# DATA UNDER STUDY
══════════════════════════════

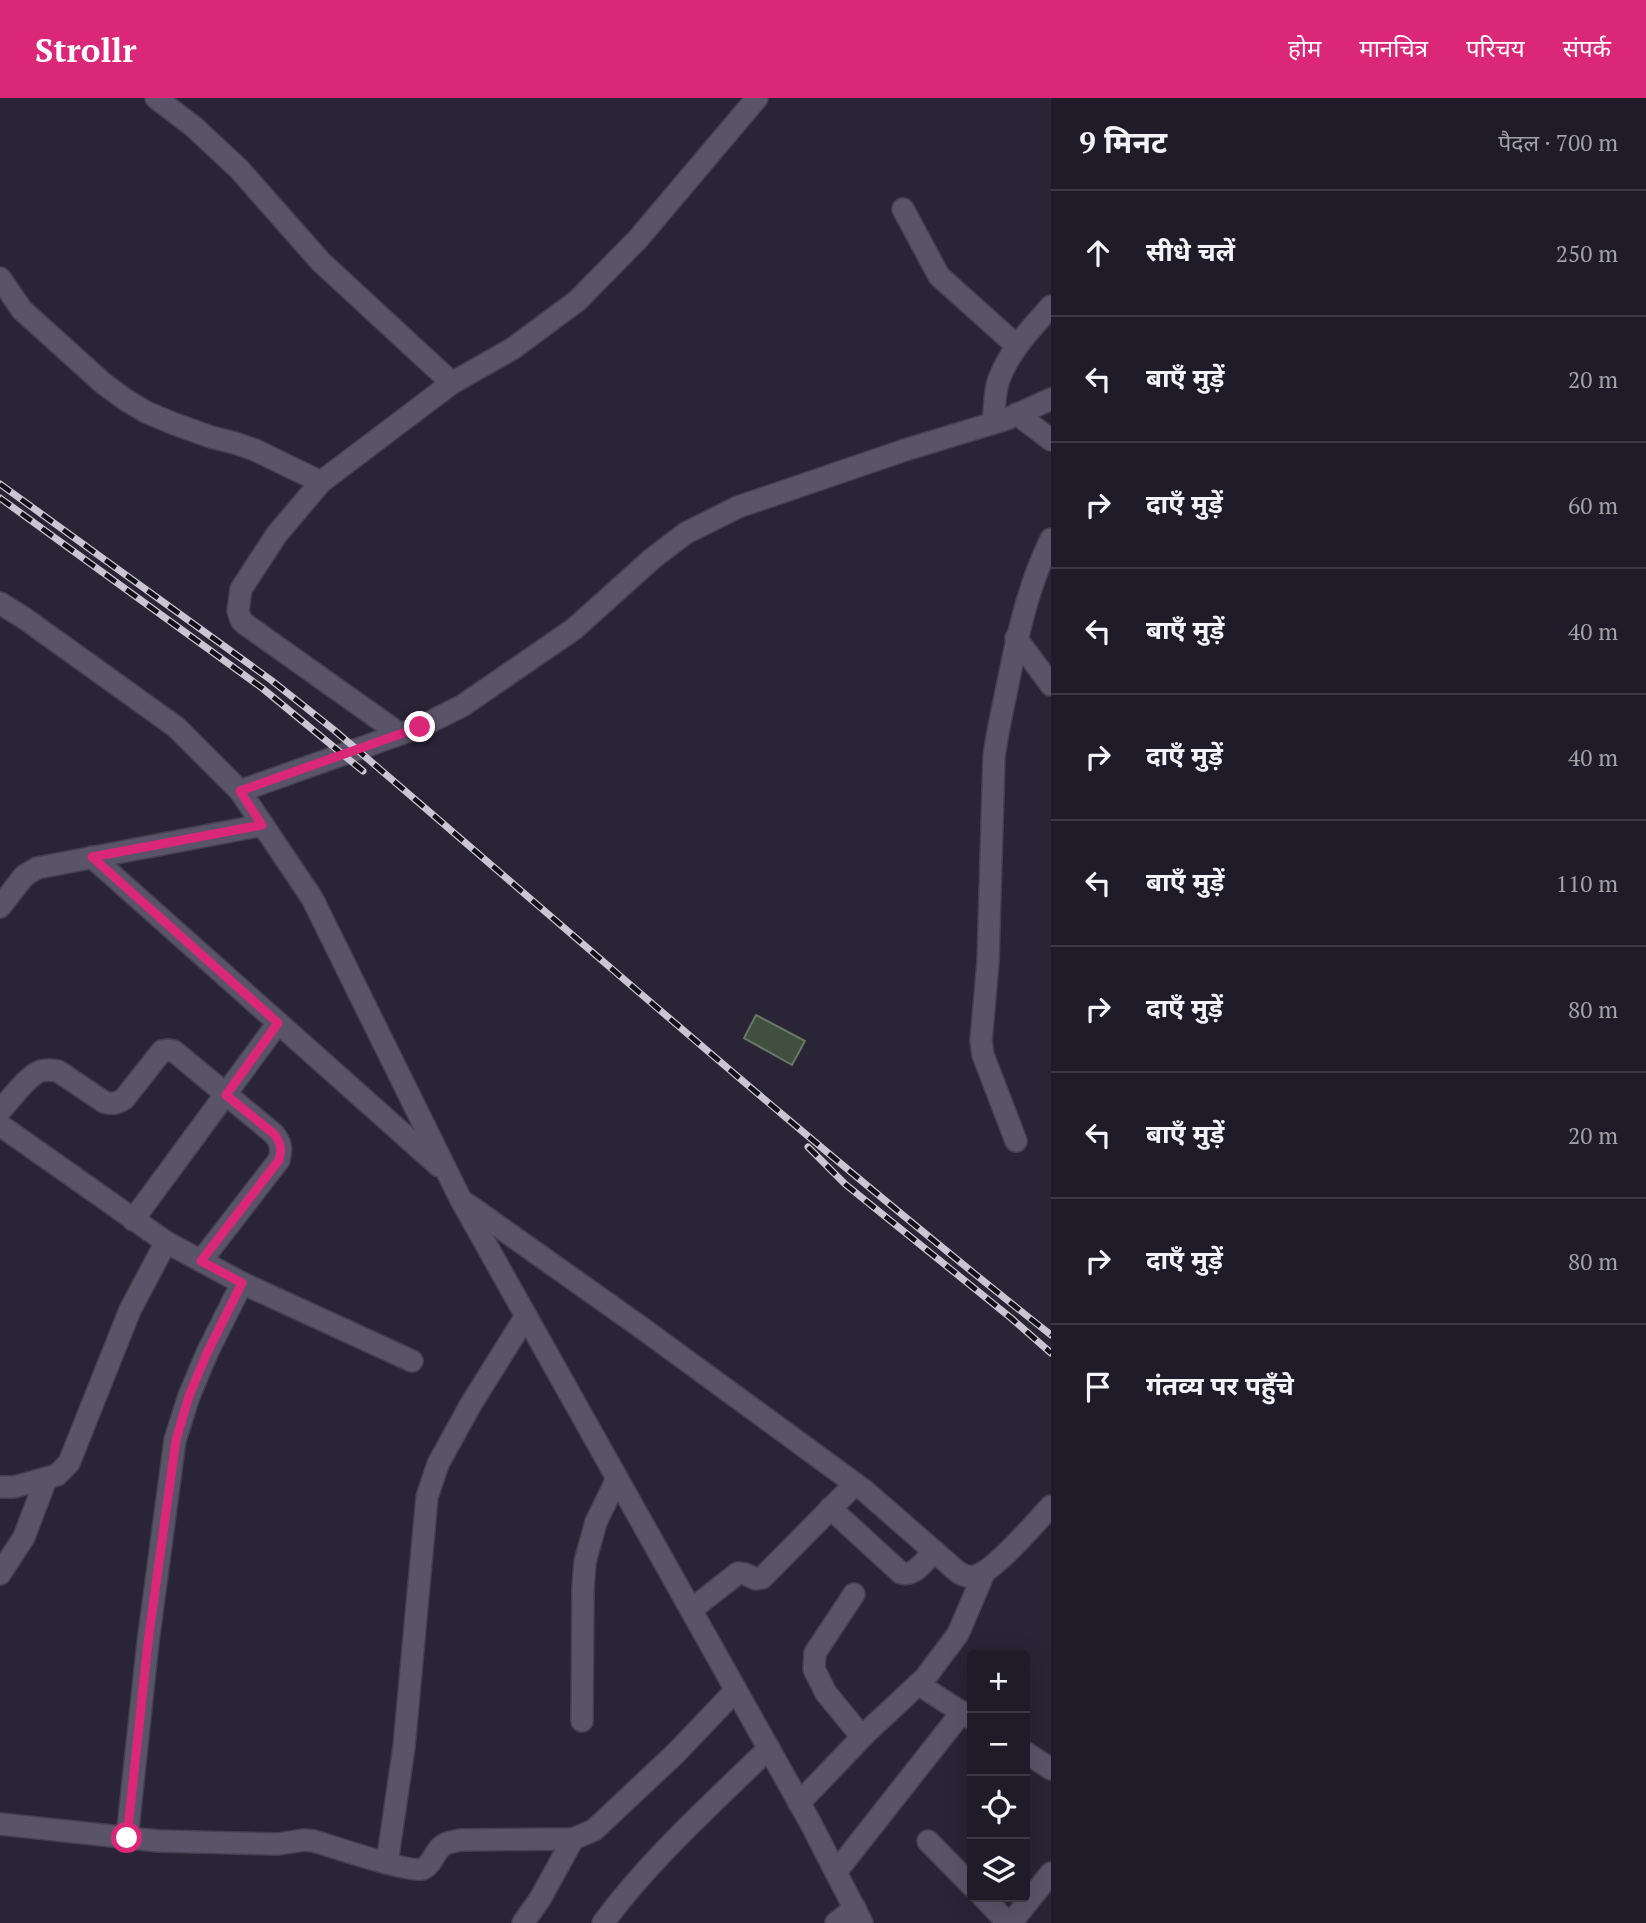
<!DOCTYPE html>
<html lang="hi">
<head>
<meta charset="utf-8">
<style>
  body { margin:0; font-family:"PT Serif","Noto Sans Devanagari",serif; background:#2c2834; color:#f1f3f6 }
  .controls { position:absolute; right:21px; bottom:21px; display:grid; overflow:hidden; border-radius:7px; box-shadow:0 7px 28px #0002 }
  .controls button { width:63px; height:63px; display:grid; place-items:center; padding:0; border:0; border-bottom:2px solid #3c3945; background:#1f1b28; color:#f1f3f6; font:35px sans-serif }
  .stop { position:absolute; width:21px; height:21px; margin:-16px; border:5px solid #db2777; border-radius:50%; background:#fff }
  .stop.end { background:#db2777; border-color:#fff; box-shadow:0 2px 7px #0008 }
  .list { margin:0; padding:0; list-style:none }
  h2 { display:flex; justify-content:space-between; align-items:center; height:91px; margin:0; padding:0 28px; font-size:30px }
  h2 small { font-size:23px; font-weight:400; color:#a1a1a8 }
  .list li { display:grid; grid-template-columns:46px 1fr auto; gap:21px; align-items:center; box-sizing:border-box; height:126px; padding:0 28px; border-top:2px solid #3c3945 }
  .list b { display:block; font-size:26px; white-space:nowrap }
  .list em { font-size:23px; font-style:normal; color:#a1a1a8 }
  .icon { flex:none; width:38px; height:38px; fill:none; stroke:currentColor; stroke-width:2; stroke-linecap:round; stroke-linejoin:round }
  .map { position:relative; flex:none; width:1051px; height:1825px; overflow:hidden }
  header { display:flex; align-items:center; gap:42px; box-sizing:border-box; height:98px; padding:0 35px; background:#db2777; color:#fff }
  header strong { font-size:33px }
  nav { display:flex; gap:38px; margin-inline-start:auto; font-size:24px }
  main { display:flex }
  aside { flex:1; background:#1f1b28 }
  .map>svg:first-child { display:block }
  .building { fill:#404f3e; stroke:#687866; stroke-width:2 }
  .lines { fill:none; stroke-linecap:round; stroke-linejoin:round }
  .minor-casing { stroke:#44404f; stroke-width:24 }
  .minor { stroke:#5a5469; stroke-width:21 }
  .rail-casing { stroke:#c9c5d2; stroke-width:7 }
  .rail { stroke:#110f17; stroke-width:4.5; stroke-dasharray:13; stroke-linecap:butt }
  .route { stroke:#db2777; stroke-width:9 }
</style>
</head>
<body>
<header>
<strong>Strollr</strong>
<nav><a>होम</a><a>मानचित्र</a><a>परिचय</a><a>संपर्क</a></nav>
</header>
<main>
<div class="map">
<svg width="1051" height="1825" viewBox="0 0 1051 1825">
  <rect width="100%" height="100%" fill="#292436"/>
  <!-- building -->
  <polygon class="building" points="756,917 805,943 792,967 744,940"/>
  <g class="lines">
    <defs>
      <g id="minor">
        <polyline points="156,0 194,29 239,71 321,164 452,285"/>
        <polyline points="903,111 939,178 1016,247"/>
        <polyline points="0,180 22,212 104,286 126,302 146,314 172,325 211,339 235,345 255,352 321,384"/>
        <polyline points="1017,316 1051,342"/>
        <path d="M993,325c2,-14 1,-31 6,-44 11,-29 32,-50 52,-73"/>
        <polyline points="0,505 24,520 176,629 240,693 312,800 461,1102 810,1724 862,1825"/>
        <polyline points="1016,540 1051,587"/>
        <polyline points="400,636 245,526 241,522 238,513 241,491 277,436 321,384 452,285 512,251 577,203 638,141 757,0"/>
        <polyline points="240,693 420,629 462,608 574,531 653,460 686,435 738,409 905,352 1007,321 1051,301"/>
        <polyline points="92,759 439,1068"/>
        <polyline points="0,809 24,778 37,770 263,727"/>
        <path d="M0,1013c10,-11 28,-36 41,-40 6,-2 12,-1 17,0l46,31c8,2 12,2 20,-3l38,-48 7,-1 5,1 100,83c7,9 8,15 5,26l-78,101"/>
        <polyline points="0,1027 166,1144 242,1185 412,1263"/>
        <path d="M1016,1043l-33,-86 -2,-14 7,-79 6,-205c3,-23 8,-46 13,-69 10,-51 21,-102 44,-149"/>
        <path d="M467,1106l175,124 223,163 94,82c5,2 10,5 16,3 19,-4 61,-54 76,-70"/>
        <polyline points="133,1122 278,925"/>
        <polyline points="0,1389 14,1389 57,1377 69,1365 130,1212 166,1144"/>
        <path d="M830,1410l71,65c14,4 24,-13 33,-22"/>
        <polyline points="0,1476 24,1439 46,1381"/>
        <polyline points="854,1496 815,1555 814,1571 826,1595 862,1639"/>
        <polyline points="691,1512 738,1475 745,1476 756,1481 762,1480 855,1386"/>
        <polyline points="918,1586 972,1621"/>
        <polyline points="582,1623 583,1490 585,1464 596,1424 617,1381"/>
        <polyline points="1025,1654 1051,1671"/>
        <polyline points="799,1705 868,1633 925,1580 958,1536 984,1475"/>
        <path d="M0,1726l158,17 120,3 26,-4 10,1c16,5 97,32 108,28 9,-3 12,-15 18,-21 5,-6 13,-6 20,-8l113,-1 21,-9 82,-77 60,-63"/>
        <polyline points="127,1740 148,1544 175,1342 189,1298 207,1255 242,1185"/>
        <polyline points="928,1743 972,1788"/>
        <polyline points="387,1765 404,1649 427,1399 438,1366 471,1306 526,1218"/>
        <polyline points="836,1774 962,1614"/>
        <polyline points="983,1799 1008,1825"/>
        <polyline points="523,1825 540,1801 573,1741"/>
        <path d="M603,1825c47,-64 109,-119 166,-175"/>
        <polyline points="836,1825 855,1810"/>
        <polyline points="1011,1825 1051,1775"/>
      </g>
    </defs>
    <!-- minor casing -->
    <use href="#minor" class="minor-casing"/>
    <!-- minor -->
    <use href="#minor" class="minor"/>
    <defs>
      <g id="rail">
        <path d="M0,386l271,196 63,50c238,203 472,411 717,605"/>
        <polyline points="0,400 262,590 363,673"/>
        <polyline points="808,1049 845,1086 1011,1220 1051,1255"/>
      </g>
    </defs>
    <!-- rail casing -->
    <use href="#rail" class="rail-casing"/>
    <!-- rail -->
    <use href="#rail" class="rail"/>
  </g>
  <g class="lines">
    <!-- route -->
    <path class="route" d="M127,1740l21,-196 28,-202 13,-44 18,-43 35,-70 -41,-22 78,-101c3,-11 2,-17 -5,-26l-48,-39 52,-72 -186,-166 170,-32 -22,-34 180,-64"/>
  </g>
</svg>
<div class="controls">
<button>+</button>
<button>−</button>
<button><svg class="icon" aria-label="locate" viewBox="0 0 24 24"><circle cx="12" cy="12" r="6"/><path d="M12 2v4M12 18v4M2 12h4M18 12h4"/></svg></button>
<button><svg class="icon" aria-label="layers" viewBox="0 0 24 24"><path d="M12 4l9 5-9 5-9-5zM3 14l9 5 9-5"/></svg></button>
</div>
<div class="stop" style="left:127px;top:1740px"></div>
<div class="stop end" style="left:420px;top:629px"></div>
</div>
<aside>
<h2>9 मिनट<small>पैदल · 700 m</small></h2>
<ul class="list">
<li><svg class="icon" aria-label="ahead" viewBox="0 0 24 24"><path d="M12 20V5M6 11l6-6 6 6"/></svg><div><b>सीधे चलें</b></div><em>250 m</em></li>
<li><svg class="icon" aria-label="left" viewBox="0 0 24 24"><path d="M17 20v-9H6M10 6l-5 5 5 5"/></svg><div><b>बाएँ मुड़ें</b></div><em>20 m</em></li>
<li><svg class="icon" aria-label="right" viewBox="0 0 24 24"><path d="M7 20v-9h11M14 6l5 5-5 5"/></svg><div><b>दाएँ मुड़ें</b></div><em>60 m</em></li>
<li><svg class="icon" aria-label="left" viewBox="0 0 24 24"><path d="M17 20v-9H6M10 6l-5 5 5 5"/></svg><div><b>बाएँ मुड़ें</b></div><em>40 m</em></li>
<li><svg class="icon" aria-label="right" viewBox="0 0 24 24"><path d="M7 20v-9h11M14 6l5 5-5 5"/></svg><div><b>दाएँ मुड़ें</b></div><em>40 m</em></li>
<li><svg class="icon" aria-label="left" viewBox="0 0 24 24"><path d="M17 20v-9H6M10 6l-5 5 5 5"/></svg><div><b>बाएँ मुड़ें</b></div><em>110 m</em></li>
<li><svg class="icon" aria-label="right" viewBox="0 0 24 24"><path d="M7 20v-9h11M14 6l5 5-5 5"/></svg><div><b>दाएँ मुड़ें</b></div><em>80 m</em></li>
<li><svg class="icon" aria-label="left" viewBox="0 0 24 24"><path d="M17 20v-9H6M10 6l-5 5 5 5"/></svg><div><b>बाएँ मुड़ें</b></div><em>20 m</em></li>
<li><svg class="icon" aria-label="right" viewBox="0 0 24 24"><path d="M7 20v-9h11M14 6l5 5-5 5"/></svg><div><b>दाएँ मुड़ें</b></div><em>80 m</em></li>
<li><svg class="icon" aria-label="arrive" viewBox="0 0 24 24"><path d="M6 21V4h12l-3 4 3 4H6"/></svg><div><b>गंतव्य पर पहुँचे</b></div></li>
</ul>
</aside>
</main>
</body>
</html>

══════════════════════════════

# WHAT YOU SHOULD DO
Working from the material above, retype exactly the lines from the one with "display:grid; grid-template-columns:46px 1fr" through the one with "flex:none; width:38px; height:38px;", both included, and only those lines.

# REPLY
  .list li { display:grid; grid-template-columns:46px 1fr auto; gap:21px; align-items:center; box-sizing:border-box; height:126px; padding:0 28px; border-top:2px solid #3c3945 }
  .list b { display:block; font-size:26px; white-space:nowrap }
  .list em { font-size:23px; font-style:normal; color:#a1a1a8 }
  .icon { flex:none; width:38px; height:38px; fill:none; stroke:currentColor; stroke-width:2; stroke-linecap:round; stroke-linejoin:round }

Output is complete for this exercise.